Problem: Write the listing out again, all of it, word for word.

Data for this task:
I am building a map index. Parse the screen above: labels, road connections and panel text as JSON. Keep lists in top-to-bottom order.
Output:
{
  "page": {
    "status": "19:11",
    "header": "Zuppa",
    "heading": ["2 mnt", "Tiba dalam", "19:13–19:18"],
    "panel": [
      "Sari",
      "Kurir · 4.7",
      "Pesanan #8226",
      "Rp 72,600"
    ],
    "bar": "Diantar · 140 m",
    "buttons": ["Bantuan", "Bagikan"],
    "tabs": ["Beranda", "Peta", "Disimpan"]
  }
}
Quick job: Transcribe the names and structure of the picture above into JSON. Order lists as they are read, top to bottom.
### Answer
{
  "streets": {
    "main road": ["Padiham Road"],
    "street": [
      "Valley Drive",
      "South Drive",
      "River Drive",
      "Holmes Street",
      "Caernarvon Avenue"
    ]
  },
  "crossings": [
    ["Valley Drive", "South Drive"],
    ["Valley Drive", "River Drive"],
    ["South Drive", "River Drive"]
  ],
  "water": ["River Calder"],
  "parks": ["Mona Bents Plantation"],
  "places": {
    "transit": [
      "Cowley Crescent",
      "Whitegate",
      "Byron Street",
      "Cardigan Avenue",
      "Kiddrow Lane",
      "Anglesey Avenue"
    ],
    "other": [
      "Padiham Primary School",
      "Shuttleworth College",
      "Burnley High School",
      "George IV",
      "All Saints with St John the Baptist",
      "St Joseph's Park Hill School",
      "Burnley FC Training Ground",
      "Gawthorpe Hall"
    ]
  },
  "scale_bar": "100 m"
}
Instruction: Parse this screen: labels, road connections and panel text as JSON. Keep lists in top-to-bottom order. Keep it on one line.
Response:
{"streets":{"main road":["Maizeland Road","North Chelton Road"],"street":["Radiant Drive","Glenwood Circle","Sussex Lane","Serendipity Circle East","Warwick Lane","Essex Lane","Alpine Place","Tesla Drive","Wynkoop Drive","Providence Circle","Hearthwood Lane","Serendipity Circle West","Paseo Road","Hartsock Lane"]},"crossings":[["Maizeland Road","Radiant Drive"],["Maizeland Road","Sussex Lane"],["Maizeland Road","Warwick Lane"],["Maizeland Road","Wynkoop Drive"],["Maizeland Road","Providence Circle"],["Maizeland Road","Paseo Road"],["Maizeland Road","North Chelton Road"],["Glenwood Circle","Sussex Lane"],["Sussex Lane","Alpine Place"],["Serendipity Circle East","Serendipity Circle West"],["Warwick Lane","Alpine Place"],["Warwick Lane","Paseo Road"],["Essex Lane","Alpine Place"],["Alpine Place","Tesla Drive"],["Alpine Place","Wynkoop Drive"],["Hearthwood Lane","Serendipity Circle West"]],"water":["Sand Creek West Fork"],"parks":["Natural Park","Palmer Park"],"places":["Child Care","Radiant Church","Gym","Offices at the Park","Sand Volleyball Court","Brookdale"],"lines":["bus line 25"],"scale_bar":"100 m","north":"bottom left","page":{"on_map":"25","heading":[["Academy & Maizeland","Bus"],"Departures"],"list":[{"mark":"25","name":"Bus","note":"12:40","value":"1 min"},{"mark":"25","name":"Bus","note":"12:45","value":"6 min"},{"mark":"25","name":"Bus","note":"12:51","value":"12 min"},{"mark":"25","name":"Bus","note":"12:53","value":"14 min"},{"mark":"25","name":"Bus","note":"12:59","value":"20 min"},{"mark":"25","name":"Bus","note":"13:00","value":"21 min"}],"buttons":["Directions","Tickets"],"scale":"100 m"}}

Task answer:
I am building a map index. Parse the screen above: labels, road connections and panel text as JSON. Keep lists in top-to-bottom order.
Output:
{
  "page": {
    "status": "19:11",
    "header": "Zuppa",
    "heading": ["2 mnt", "Tiba dalam", "19:13–19:18"],
    "panel": [
      "Sari",
      "Kurir · 4.7",
      "Pesanan #8226",
      "Rp 72,600"
    ],
    "bar": "Diantar · 140 m",
    "buttons": ["Bantuan", "Bagikan"],
    "tabs": ["Beranda", "Peta", "Disimpan"]
  }
}
Quick job: Transcribe the names and structure of the picture above into JSON. Order lists as they are read, top to bottom.
### Answer
{
  "streets": {
    "main road": ["Padiham Road"],
    "street": [
      "Valley Drive",
      "South Drive",
      "River Drive",
      "Holmes Street",
      "Caernarvon Avenue"
    ]
  },
  "crossings": [
    ["Valley Drive", "South Drive"],
    ["Valley Drive", "River Drive"],
    ["South Drive", "River Drive"]
  ],
  "water": ["River Calder"],
  "parks": ["Mona Bents Plantation"],
  "places": {
    "transit": [
      "Cowley Crescent",
      "Whitegate",
      "Byron Street",
      "Cardigan Avenue",
      "Kiddrow Lane",
      "Anglesey Avenue"
    ],
    "other": [
      "Padiham Primary School",
      "Shuttleworth College",
      "Burnley High School",
      "George IV",
      "All Saints with St John the Baptist",
      "St Joseph's Park Hill School",
      "Burnley FC Training Ground",
      "Gawthorpe Hall"
    ]
  },
  "scale_bar": "100 m"
}
Instruction: Parse this screen: labels, road connections and panel text as JSON. Keep lists in top-to-bottom order. Keep it on one line.
Response:
{"streets":{"main road":["Maizeland Road","North Chelton Road"],"street":["Radiant Drive","Glenwood Circle","Sussex Lane","Serendipity Circle East","Warwick Lane","Essex Lane","Alpine Place","Tesla Drive","Wynkoop Drive","Providence Circle","Hearthwood Lane","Serendipity Circle West","Paseo Road","Hartsock Lane"]},"crossings":[["Maizeland Road","Radiant Drive"],["Maizeland Road","Sussex Lane"],["Maizeland Road","Warwick Lane"],["Maizeland Road","Wynkoop Drive"],["Maizeland Road","Providence Circle"],["Maizeland Road","Paseo Road"],["Maizeland Road","North Chelton Road"],["Glenwood Circle","Sussex Lane"],["Sussex Lane","Alpine Place"],["Serendipity Circle East","Serendipity Circle West"],["Warwick Lane","Alpine Place"],["Warwick Lane","Paseo Road"],["Essex Lane","Alpine Place"],["Alpine Place","Tesla Drive"],["Alpine Place","Wynkoop Drive"],["Hearthwood Lane","Serendipity Circle West"]],"water":["Sand Creek West Fork"],"parks":["Natural Park","Palmer Park"],"places":["Child Care","Radiant Church","Gym","Offices at the Park","Sand Volleyball Court","Brookdale"],"lines":["bus line 25"],"scale_bar":"100 m","north":"bottom left","page":{"on_map":"25","heading":[["Academy & Maizeland","Bus"],"Departures"],"list":[{"mark":"25","name":"Bus","note":"12:40","value":"1 min"},{"mark":"25","name":"Bus","note":"12:45","value":"6 min"},{"mark":"25","name":"Bus","note":"12:51","value":"12 min"},{"mark":"25","name":"Bus","note":"12:53","value":"14 min"},{"mark":"25","name":"Bus","note":"12:59","value":"20 min"},{"mark":"25","name":"Bus","note":"13:00","value":"21 min"}],"buttons":["Directions","Tickets"],"scale":"100 m"}}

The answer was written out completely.